I don't think so. I think he's a common thug, and I've illustrated it here with carefully stepping through the hack itself. Orin Kerr will tarnish the name of academia and the bar if he converts the brute force of this hack, and the damages done to this corporation and its customers -- and us all -- into "open access".
The exoneration of Weev might serve Mike Arrington and his investments and the investments of any number of VCs and start-ups and Big IT and varnish the reputations and massage the egos of the hacker collectives subsidized by academia and gov 2.0 programs. But it creates a world in which our private lives are endangered and corporations that provide goods and services and jobs are harmed.
It's curious, when you watch this crazyiness above, to go back to the man in 2010 simulating some kind of business executive in an infosec firm -- for all the world like a Second Life roleplayer. Far from saying that the public access of public information is nothing, he paints a lurid picture of its harm:
Could the ID numbers be used to conduct a targeted attack on the device or take control of it? Are all iPad users are affected?

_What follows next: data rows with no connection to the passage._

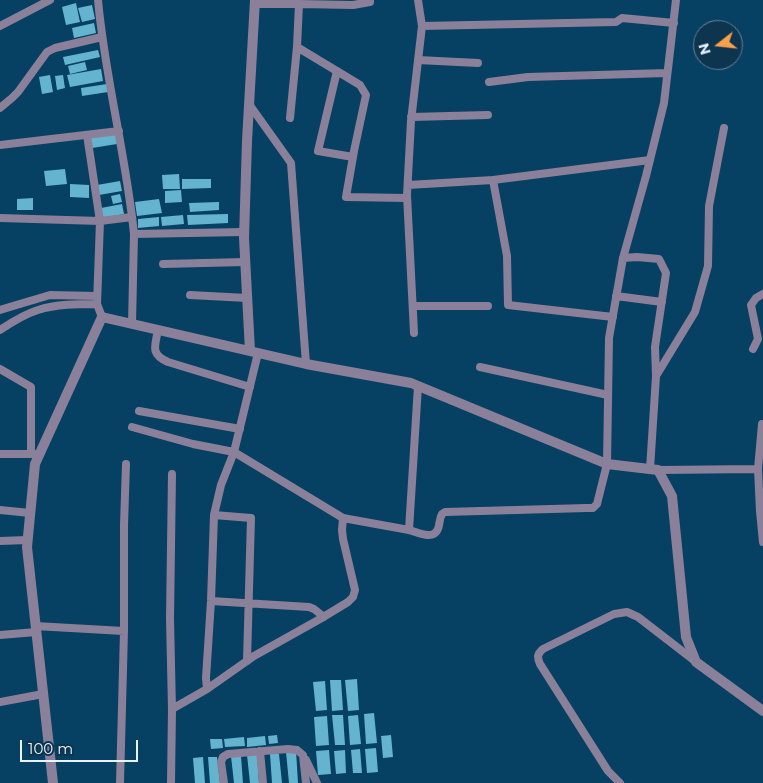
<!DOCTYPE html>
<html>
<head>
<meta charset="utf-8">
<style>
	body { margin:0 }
	#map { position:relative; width:763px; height:783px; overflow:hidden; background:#064063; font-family:Montserrat,sans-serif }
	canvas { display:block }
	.north { position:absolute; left:693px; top:20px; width:50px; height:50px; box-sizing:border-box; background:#0d3550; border:1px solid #658195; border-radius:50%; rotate:254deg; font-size:14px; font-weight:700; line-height:20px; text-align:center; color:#eaf4fd }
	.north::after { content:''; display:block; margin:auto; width:18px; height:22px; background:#f8a14a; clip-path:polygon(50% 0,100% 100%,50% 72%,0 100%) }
	.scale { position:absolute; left:20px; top:740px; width:118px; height:22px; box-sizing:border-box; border:2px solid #eaf4fd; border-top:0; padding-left:6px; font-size:15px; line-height:18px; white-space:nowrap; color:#eaf4fd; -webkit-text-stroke:4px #0d3550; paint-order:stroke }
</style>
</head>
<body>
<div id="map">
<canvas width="763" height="783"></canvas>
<div class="north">N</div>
<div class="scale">100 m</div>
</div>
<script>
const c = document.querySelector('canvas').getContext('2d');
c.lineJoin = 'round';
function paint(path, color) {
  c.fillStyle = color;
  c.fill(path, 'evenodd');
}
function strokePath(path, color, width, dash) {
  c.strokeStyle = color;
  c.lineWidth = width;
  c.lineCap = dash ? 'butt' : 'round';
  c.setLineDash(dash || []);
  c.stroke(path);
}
paint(new Path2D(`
	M76,3L80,22L66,25L62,7Z
	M92,5L95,19L82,22L78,8Z
	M94,23L96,33L74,38L72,28Z
	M98,50L100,57L65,65L63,57Z
	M85,62L87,70L70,74L68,66Z
	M101,69L103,81L70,87L67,75Z
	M50,75L53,92L42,94L39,77Z
	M63,75L65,88L57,90L55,76Z
	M107,84L108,92L82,96L81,88Z
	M116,134L117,144L92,148L90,137Z
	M65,169L67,184L46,186L44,171Z
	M179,174L180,189H163L162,175Z
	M182,179H211V188L182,189Z
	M120,181L122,191L99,195L97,185Z
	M70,184L89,185V198L70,197Z
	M181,190L182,202L165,203V191Z
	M120,194L122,202L113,204L111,196Z
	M33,198V210H17V199Z
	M159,199L162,213L137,216L135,202Z
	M219,202V210L190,212L189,203Z
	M122,204L124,214L103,218L101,208Z
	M228,214V223L188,225L187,215Z
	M183,215L184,224L162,226L161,217Z
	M159,217V226L138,228V219Z
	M357,679L359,710L348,711L345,680Z
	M330,680H341L343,710L332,711Z
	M325,681L327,710L316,711L313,682Z
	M374,713L377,743L366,744L364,714Z
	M332,715H343L345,745H335Z
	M358,715L361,744L350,745L348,716Z
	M327,716L329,745L316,746L314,717Z
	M277,735L278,743L269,744L268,736Z
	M391,735L393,757L383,758L381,736Z
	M265,736L266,745L247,747V738Z
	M244,737L245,746L225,747L224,739Z
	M210,739H222L223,748L211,749Z
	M376,748L378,772L367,773L365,749Z
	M360,749L362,773H353L351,750Z
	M329,750L331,774L318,775L316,751Z
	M345,750L346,773L336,774L334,751Z
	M296,751L298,783H289L286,752Z
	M257,754L259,783H250L247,755Z
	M270,754H279L282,783H272Z
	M231,756H241L243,783H234Z
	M203,757L205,783H195L193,758Z
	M208,757H217L220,783H210Z`), '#64b4d0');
strokePath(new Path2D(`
	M98,0C105,78 126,155 134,234L244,232
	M255,4H299L297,47L360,85L366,95L354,151L346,197L407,198
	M299,4L353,5L370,2V0
	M0,26L50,0
	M422,26L616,22L622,18L674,23
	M418,60L478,63
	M337,71L318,151L353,157
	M489,82L528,77L667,73
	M249,104L291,163L306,364
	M0,108L12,98L18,92L47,52L55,48L102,37
	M411,117L488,115
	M290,118L297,47
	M87,135L100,221L97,304
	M0,145L119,131
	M493,180L507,256L508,305L613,317
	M408,185L493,180L650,160
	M0,218L100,221L132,217
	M623,258L637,257L659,259L666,273L655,347L656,376
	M163,264L245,262
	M190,295L247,298
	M616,296L662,302
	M413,306H488
	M0,310L50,295L97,296
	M132,324L134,234
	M0,330C12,322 25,314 38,310C56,304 78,304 97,304L102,317
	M158,330C155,346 150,354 168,362L250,387
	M414,333L407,195L411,121L422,26L418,0
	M753,349L758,339L751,305L756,298L763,294
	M258,353L234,452L343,518L409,530L418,386
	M480,367L608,395
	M0,369L31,387V454
	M139,411L240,429
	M132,427L193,444L234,452L221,485L214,515L211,601L206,678L207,689
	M0,454H35
	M650,469L656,376L695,312L708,266L709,206L724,128
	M758,469L762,424
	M658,470L758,469L760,511L763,542
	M0,510L30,513
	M214,515L251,518L247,661
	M409,530C417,532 433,541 438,529C440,524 439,519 442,514L445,512L586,508H593L597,504L607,464L609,338L623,258L646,176L664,103L676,0
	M0,541L27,540
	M211,601L309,607L314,609L324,617
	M35,626L124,631L120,783
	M124,631V525L126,464
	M0,635L36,632
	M0,702L43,694
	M172,709L207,689L254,656L320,619L348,602L353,597L355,590L343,539L342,530L343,518
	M260,751L263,783
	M306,760L317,783
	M171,783L172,709L170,619L172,474
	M224,783L221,762L223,757L228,754L288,749L297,750L303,755L306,783
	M620,783L608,771L540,664C537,657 537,654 543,649L614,614L627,612L638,617L695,661`), '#8a809a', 8);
strokePath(new Path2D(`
	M250,351L244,238L247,141L255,0
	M53,783L27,547L35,464L102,317L306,364L411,383L607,464L658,470L672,496L686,637L696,662L763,711`), '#8a809a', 10);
</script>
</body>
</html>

Auernheimer: Theoretically it's possible. I think the worst case scenario is someone would send a Safari exploit to those e-mails and someone would click the links on their iPad...My worst case scenario is someone would have scraped this list, gone to the RBN (Russian Business Network underground market) to buy a Safari exploit, and used it to compromise American government officials and corporate officers. That would be bad. So it was in people's best interest. At least they know. At least there's a public knowledge you might be compromised. You might want to change your e-mail address associated with the iPad. The public can take steps now to protect themselves, which they would have been oblivious to before. I think that's pretty important.

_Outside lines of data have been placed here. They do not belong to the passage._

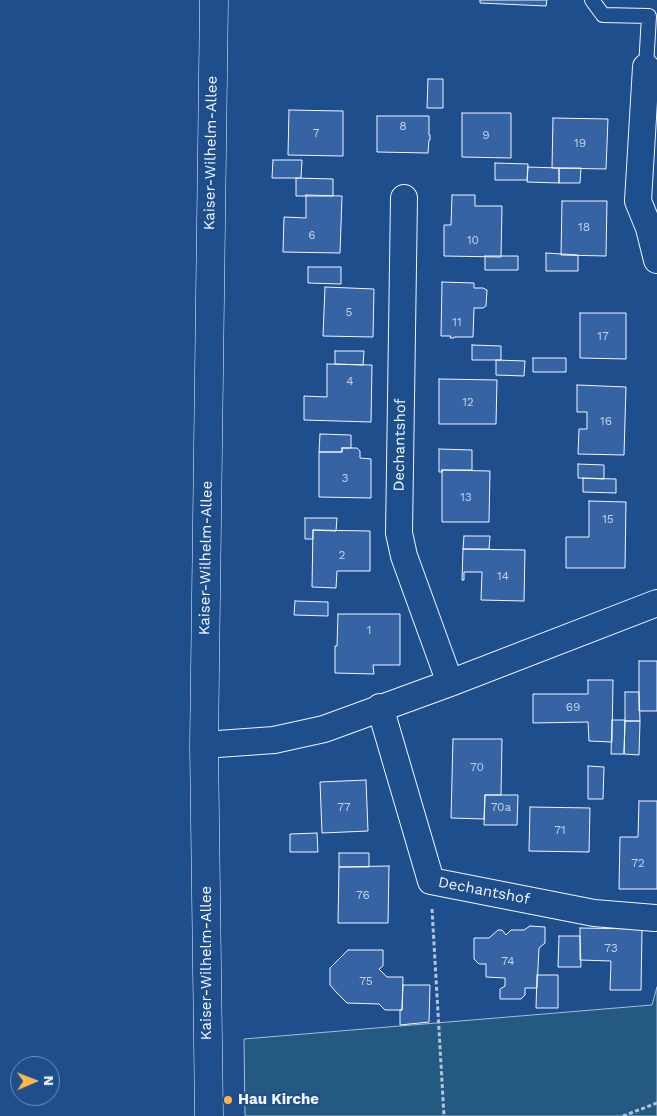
<!DOCTYPE html>
<style>
body{margin:0}
#map{position:relative;width:657px;height:1116px;overflow:hidden;background:#1f4e8c;font-family:"Work Sans",sans-serif}
canvas{display:block}
.north{position:absolute;left:10px;top:1056px;width:50px;height:50px;box-sizing:border-box;background:#1f4e8c;border:1px solid #7391ba;border-radius:50%;rotate:89deg;font-size:14px;font-weight:700;line-height:20px;text-align:center;color:#f2f6ff}
.north::after{content:'';display:block;margin:auto;width:18px;height:22px;background:#ffb74d;clip-path:polygon(50% 0,100% 100%,50% 72%,0 100%)}
</style>
<div id="map">
<canvas width="657" height="1116"></canvas>
<div class="north">N</div>
</div>
<script>
const ctx = document.querySelector('canvas').getContext('2d');
ctx.lineJoin = 'round';
function fill(path, color) { ctx.fillStyle = color; ctx.fill(path, 'evenodd'); }
const poly = rows => new Path2D(rows.map(r => 'M' + r).join(''));
function strokePath(path, color, width, dash) { ctx.strokeStyle = color; ctx.lineWidth = width; ctx.lineCap = dash ? 'butt' : 'round'; ctx.setLineDash(dash || []); ctx.stroke(path); }
function drawText(font, color, halo, rows, align = 'center') {
  ctx.font = font + ' "Work Sans",sans-serif'; ctx.lineWidth = 4; ctx.setLineDash([]); ctx.textBaseline = 'middle'; ctx.strokeStyle = halo; ctx.fillStyle = color; for (const [text, x, y, turn = 0] of rows) {
    ctx.save(); ctx.translate(x, y); ctx.rotate((+turn || 0) * Math.PI / 180); ctx.textAlign = isNaN(turn) ? turn : align; if (halo) ctx.strokeText(text, 0, 0); ctx.fillText(text, 0, 0); ctx.restore();
  }
}
const green = poly([
 [657,987,657,1116,245,1116,244,1039,652,1005,657,987]
]);
fill(green, '#245a82');
strokePath(green, '#a8bbd7', 1);
const building = poly([
 [480,0,547,0,546,6,480,3,480,0],
 [428,79,443,79,443,108,427,108,428,79],
 [289,110,343,111,343,156,288,155,289,110],
 [462,113,511,113,511,158,462,157,462,113],
 [377,116,429,116,429,135,430,135,430,140,429,140,428,153,377,152,377,116],
 [553,118,608,119,606,169,552,168,553,118],
 [273,160,302,160,301,178,272,178,273,160],
 [495,163,528,164,527,180,495,180,495,163],
 [528,167,559,168,559,183,527,182,528,167],
 [559,168,581,168,580,183,559,183,559,168],
 [296,178,333,179,333,196,296,196,296,178],
 [306,195,342,196,340,253,283,252,284,217,306,218,306,195],
 [452,195,475,195,475,206,502,206,501,257,444,256,444,225,451,225,452,195],
 [562,201,607,201,606,256,561,255,562,201],
 [546,253,578,255,578,271,546,271,546,253],
 [485,256,518,256,518,270,485,270,485,256],
 [308,267,341,267,341,284,308,283,308,267],
 [442,282,474,283,474,288,483,288,487,290,486,306,483,308,474,308,473,337,454,337,454,338,450,338,451,336,441,336,442,282],
 [325,287,374,289,373,337,323,336,325,287],
 [580,313,626,313,626,359,580,358,580,313],
 [472,345,501,346,501,360,472,360,472,345],
 [335,351,364,351,363,365,335,364,335,351],
 [533,358,566,358,566,372,533,372,533,358],
 [496,360,525,361,524,376,496,375,496,360],
 [327,364,372,365,371,422,304,420,304,396,327,397,327,364],
 [439,379,497,380,496,424,439,424,439,379],
 [577,385,626,387,624,455,578,454,579,429,587,429,587,412,577,412,577,385],
 [320,434,351,435,351,448,342,448,342,452,319,452,320,434],
 [342,448,357,448,360,451,360,458,371,459,371,498,319,497,319,452,342,452,342,448],
 [439,449,472,450,472,470,442,470,442,472,439,472,439,449],
 [578,464,604,465,604,479,578,478,578,464],
 [442,470,490,471,489,522,442,522,442,470],
 [583,478,616,479,616,493,583,492,583,478],
 [589,501,626,502,625,568,566,568,566,537,589,537,589,501],
 [305,518,337,518,336,531,313,530,313,539,305,539,305,518],
 [313,530,370,531,370,571,337,571,336,588,312,587,313,530],
 [464,536,490,536,489,549,463,549,464,536],
 [463,549,525,550,524,601,481,600,482,572,464,572,464,580,462,580,463,549],
 [295,601,328,602,328,616,294,615,295,601],
 [338,614,400,614,400,665,373,665,374,674,335,673,335,646,337,646,338,614],
 [639,661,657,661,657,711,639,711,639,661],
 [588,680,613,680,612,742,589,741,588,722,533,723,533,694,588,694,588,680],
 [625,692,639,692,640,721,625,721,625,692],
 [612,720,625,720,624,754,611,754,612,720],
 [625,721,640,721,639,755,624,754,625,721],
 [453,739,502,739,501,795,485,795,484,819,451,818,453,739],
 [588,766,604,767,603,799,588,799,588,766],
 [366,780,368,831,322,833,320,782,366,780],
 [485,795,518,795,517,825,484,825,485,795],
 [639,801,657,801,657,889,619,889,620,837,638,837,639,801],
 [530,807,590,808,589,852,529,851,530,807],
 [317,833,318,852,290,852,290,834,317,833],
 [339,853,369,853,369,867,339,867,339,853],
 [389,866,388,923,338,923,339,867,389,866],
 [530,926,545,927,545,943,539,948,537,988,525,988,525,995,521,999,500,999,500,989,505,986,505,978,486,977,486,964,479,964,474,959,474,938,489,938,498,930,502,930,506,935,511,930,524,930,530,926],
 [580,928,642,929,641,990,610,990,611,961,580,960,580,928],
 [559,936,580,936,581,967,558,967,559,936],
 [348,950,383,950,383,966,379,969,387,977,403,977,402,1010,385,1010,379,1004,347,1003,337,993,330,985,330,968,348,950],
 [537,975,558,975,558,1008,536,1008,537,975],
 [403,985,430,985,429,1022,400,1025,400,1010,402,1010,403,985]
]);
fill(building, '#3563a3');
strokePath(building, '#f2f6ff', 1);
const lane = poly([
 [592,0,603,15,649,16,646,67]
]);
const street = poly([
 [646,67,638,201,649,228,657,260],
 [404,198,399,533,404,556,450,683],
 [380,707,431,881,594,913,655,918],
 [204,745,274,740,324,729,450,683,657,603]
]);
const secondary = poly([
 [209,1116,204,745,214,0]
]);
strokePath(lane, '#f2f6ff', 16);
strokePath(street, '#f2f6ff', 28);
strokePath(secondary, '#f2f6ff', 29);
strokePath(poly([
 [432,909,444,1116],
 [623,1116,657,1103]
]), '#b3c4dc', 3, [4, 2.5]);
strokePath(lane, '#1f4e8c', 14);
strokePath(street, '#1f4e8c', 26);
strokePath(secondary, '#1f4e8c', 28);
for (const [x, y, r, color] of [
 [228,1100,5,"#ffb74d"]
]) { const dot = new Path2D(); dot.arc(x, y, r, 0, 2 * Math.PI); ctx.fillStyle = color; ctx.fill(dot); strokePath(dot, '#1f4e8c', 2); }
drawText('12px', '#c3d1e8', null, [
 ["8",403,126],
 ["7",316,133],
 ["9",486,135],
 ["19",580,143],
 ["18",584,227],
 ["6",312,235],
 ["10",473,240],
 ["5",349,312],
 ["11",457,322],
 ["17",603,336],
 ["4",350,381],
 ["12",468,402],
 ["16",606,421],
 ["3",345,478],
 ["13",466,497],
 ["15",608,519],
 ["2",342,555],
 ["14",503,576],
 ["1",369,630],
 ["69",573,707],
 ["70",477,767],
 ["77",344,807],
 ["70a",501,807],
 ["71",560,830],
 ["72",638,863],
 ["76",363,895],
 ["73",611,948],
 ["74",508,961],
 ["75",366,981]
]);
drawText('15px', '#f2f6ff', '#1f4e8c', [
 ["Kaiser-Wilhelm-Allee",211,153,-89],
 ["Dechantshof",400,445,-89],
 ["Kaiser-Wilhelm-Allee",206,558,-89],
 ["Dechantshof",484,891,11],
 ["Kaiser-Wilhelm-Allee",207,963,-90]
]);
drawText('bold 15px', '#f2f6ff', '#1f4e8c', [
 ["Hau Kirche",238,1100]
], 'left');
</script>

You know, so did the People of the United States. They're prosecuting the cynical asshole who did this hack deliberately, cunning, methodically, as a conspiracy on a large scale, and didn't warn AT&T privately because he thought he would be indicted. That's because he didn't just find out about an existence of a vulnerability, he tested and hacked at it and proved it on a massive scale in a cynical fashion with others in a context where it really could lead to harm.